Performance Benchmarks¶
Measured framework overhead for selectools v0.26.0. These numbers answer one question: how much time does selectools add on top of the LLM call?
All benchmarks use LocalProvider (a zero-latency mock), so the timings below are pure framework overhead. In production, LLM API latency (100–2000ms per call) dominates; everything on this page is noise by comparison.
Environment¶
| selectools | v0.26.0 |
| Python | 3.9 (CPython) |
| Machine | Apple M4, 24 GB RAM, macOS 26.3 |
| Method | 100 iterations per case, fresh agent/graph instances per iteration |
| Date | 2026-06-12 |
Framework overhead¶
| Operation | mean | p50 | p95 | p99 |
|---|---|---|---|---|
agent.run() single iteration | 0.04ms | 0.03ms | 0.04ms | 0.25ms |
agent.run() with tool call | 0.03ms | 0.03ms | 0.04ms | 0.04ms |
graph.run() 1 callable node | 0.32ms | 0.31ms | 0.37ms | 0.72ms |
graph.run() 3 callable nodes | 0.43ms | 0.43ms | 0.48ms | 0.55ms |
graph.run() 1 agent node | 0.27ms | 0.26ms | 0.30ms | 0.34ms |
graph.run() 3 agent nodes | 0.48ms | 0.47ms | 0.52ms | 0.54ms |
graph.run() 3 parallel nodes | 0.51ms | 0.51ms | 0.54ms | 0.57ms |
pipeline.run() 1 step | <0.01ms | <0.01ms | <0.01ms | 0.01ms |
pipeline.run() 3 steps | <0.01ms | <0.01ms | <0.01ms | 0.01ms |
pipeline.run() 10 steps | 0.01ms | 0.01ms | 0.01ms | 0.01ms |
| checkpoint save (InMemory) | 0.01ms | 0.01ms | 0.01ms | 0.37ms |
| checkpoint load (InMemory) | <0.01ms | <0.01ms | <0.01ms | 0.01ms |
| trace store save (InMemory) | <0.01ms | <0.01ms | <0.01ms | <0.01ms |
| trace store load (InMemory) | <0.01ms | <0.01ms | <0.01ms | <0.01ms |
Takeaways:
- An agent turn costs ~0.04ms of framework time.

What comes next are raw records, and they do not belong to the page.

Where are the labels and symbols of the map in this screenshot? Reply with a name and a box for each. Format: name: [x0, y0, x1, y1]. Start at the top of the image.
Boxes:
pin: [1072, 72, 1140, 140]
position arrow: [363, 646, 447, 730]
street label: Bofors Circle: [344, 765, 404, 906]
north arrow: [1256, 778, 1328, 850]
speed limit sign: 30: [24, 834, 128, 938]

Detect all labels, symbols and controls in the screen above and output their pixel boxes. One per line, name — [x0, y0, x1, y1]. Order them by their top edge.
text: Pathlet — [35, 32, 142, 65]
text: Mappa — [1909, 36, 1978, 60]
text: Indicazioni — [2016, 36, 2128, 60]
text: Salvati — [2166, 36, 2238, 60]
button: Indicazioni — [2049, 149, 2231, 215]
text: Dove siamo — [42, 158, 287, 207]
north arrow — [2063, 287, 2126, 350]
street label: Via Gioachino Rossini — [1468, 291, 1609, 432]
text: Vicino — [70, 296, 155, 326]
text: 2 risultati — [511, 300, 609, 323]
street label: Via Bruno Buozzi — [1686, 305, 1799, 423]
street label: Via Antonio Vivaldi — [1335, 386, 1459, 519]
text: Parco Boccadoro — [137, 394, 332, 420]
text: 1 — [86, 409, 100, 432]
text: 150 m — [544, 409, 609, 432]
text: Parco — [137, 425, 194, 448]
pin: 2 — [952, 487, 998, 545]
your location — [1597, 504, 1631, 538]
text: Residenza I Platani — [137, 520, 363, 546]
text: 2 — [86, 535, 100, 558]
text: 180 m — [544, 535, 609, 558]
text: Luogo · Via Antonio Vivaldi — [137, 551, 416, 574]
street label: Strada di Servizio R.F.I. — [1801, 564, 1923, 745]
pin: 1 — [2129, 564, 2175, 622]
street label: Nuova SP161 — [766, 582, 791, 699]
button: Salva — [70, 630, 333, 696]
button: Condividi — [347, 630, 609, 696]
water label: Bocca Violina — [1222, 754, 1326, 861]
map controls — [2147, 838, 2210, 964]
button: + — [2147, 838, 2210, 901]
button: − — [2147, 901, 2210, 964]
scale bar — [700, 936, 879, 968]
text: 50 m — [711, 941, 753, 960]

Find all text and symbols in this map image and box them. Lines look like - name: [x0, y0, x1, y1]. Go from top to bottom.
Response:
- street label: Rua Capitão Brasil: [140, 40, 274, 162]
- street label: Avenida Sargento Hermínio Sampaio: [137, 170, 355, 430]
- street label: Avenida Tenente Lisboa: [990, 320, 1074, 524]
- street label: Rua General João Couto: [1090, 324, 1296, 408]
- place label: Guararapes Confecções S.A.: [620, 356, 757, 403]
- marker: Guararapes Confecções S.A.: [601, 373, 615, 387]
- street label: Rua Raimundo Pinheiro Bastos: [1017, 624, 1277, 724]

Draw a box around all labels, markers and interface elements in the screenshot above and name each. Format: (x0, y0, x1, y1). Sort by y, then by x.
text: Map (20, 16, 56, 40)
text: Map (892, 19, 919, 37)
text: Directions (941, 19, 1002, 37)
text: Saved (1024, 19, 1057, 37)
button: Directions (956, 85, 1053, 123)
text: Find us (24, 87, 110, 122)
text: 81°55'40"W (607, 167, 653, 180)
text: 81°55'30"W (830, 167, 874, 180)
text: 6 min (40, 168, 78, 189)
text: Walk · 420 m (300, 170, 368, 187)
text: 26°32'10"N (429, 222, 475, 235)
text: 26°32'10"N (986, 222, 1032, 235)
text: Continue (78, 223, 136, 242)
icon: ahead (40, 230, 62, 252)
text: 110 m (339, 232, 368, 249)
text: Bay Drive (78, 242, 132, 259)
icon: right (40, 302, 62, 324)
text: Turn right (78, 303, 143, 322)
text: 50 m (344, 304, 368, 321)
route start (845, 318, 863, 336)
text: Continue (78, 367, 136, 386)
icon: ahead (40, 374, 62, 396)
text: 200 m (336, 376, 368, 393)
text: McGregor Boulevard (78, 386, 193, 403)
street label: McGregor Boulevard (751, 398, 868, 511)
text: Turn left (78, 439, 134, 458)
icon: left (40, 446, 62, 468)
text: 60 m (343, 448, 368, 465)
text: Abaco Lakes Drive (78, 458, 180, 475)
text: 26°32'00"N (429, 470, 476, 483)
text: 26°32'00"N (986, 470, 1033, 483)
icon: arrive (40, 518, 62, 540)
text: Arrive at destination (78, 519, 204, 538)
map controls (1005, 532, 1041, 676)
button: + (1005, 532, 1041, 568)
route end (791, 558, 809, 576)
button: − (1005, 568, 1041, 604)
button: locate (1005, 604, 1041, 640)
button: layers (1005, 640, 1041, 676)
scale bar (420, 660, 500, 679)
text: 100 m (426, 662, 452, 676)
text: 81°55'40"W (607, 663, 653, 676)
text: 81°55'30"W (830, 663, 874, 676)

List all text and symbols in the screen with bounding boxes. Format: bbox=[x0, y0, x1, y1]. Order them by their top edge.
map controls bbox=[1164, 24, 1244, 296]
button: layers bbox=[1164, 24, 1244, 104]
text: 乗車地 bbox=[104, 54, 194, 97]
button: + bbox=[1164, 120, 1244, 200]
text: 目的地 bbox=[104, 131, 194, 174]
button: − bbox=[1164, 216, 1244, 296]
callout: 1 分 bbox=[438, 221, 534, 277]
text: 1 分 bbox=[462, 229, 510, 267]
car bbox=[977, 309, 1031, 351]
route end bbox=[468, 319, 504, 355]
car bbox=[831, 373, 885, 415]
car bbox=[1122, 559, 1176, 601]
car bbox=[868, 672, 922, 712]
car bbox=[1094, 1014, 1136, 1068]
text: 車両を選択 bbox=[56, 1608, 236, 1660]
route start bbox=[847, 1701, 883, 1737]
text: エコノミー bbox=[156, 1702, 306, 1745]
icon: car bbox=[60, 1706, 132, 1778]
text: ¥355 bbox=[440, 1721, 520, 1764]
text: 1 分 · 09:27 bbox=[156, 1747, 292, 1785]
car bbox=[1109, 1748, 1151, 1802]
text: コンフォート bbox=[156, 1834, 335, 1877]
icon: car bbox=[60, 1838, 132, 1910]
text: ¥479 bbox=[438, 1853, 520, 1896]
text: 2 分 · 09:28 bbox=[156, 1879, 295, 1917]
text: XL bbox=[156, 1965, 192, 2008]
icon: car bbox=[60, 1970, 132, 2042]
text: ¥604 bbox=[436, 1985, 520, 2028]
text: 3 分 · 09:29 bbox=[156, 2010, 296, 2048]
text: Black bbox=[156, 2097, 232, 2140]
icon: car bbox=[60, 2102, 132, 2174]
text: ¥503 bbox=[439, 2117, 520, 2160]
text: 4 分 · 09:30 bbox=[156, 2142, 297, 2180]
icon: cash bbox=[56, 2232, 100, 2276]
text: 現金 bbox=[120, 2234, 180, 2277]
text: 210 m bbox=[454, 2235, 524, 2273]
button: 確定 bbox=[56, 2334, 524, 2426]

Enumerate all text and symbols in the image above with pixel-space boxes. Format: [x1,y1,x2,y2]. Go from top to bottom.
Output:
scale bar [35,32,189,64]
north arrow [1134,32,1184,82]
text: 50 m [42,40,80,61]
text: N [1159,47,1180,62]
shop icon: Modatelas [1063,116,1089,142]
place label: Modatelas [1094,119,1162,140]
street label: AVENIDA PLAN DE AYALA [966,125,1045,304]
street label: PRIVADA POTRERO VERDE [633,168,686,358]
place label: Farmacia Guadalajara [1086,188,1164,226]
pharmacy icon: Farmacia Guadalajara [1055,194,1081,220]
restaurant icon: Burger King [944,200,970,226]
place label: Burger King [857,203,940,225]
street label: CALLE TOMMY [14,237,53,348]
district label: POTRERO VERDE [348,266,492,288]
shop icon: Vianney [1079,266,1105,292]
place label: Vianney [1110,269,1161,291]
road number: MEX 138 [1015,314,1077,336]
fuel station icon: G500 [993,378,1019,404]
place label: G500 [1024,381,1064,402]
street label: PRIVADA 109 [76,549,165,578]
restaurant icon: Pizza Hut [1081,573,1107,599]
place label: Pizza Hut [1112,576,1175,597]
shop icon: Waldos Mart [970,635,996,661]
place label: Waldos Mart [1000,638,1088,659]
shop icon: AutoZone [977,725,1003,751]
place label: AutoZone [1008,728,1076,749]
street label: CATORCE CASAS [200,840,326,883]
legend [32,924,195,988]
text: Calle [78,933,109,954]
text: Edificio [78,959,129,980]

At a typical 500ms LLM round trip, selectools overhead is below 0.01% of wall clock.
- Graph orchestration adds ~0.3ms fixed cost per run plus roughly 0.05–0.1ms per node.
- Pipelines, checkpoints, and trace stores are effectively free.
Comparison: selectools vs LangGraph¶
Same tasks, same zero-latency mock providers, 200 iterations each (LangGraph 1.x, langchain-core current as of 2026-06-12).
| Task | selectools (mean) | LangGraph (mean) | delta |
|---|---|---|---|
| 3-node linear pipeline | 0.43ms | 0.33ms | LangGraph 0.10ms faster |
| Conditional routing | 0.37ms | 0.28ms | LangGraph 0.09ms faster |
| 3-step pipeline composition | <0.01ms | N/A (LCEL, not compared) | — |
Honest reading: LangGraph's compiled Pregel runtime is about 0.1ms faster per run on graph micro-tasks. Both frameworks are sub-millisecond, which is under 0.1% of a single real LLM call — neither framework's orchestration overhead will ever be the bottleneck in your application. selectools does not trade performance for its smaller API; it trades a compile step for a simpler execution model at a cost of ~0.1ms per graph run.
Reproduce¶
# Framework overhead (no extra deps)
python tests/benchmarks/bench_overhead.py
# Comparison (needs the competitor installed)
pip install langgraph langchain-core
python tests/benchmarks/bench_vs_langchain.py
The harness builds fresh agent/graph instances per iteration outside the timed window. Reusing one Agent across iterations accumulates conversation history and inflates later timings — an earlier revision of this harness had exactly that bug, reporting 6.5ms for the 3-agent-node graph that actually costs 0.48ms.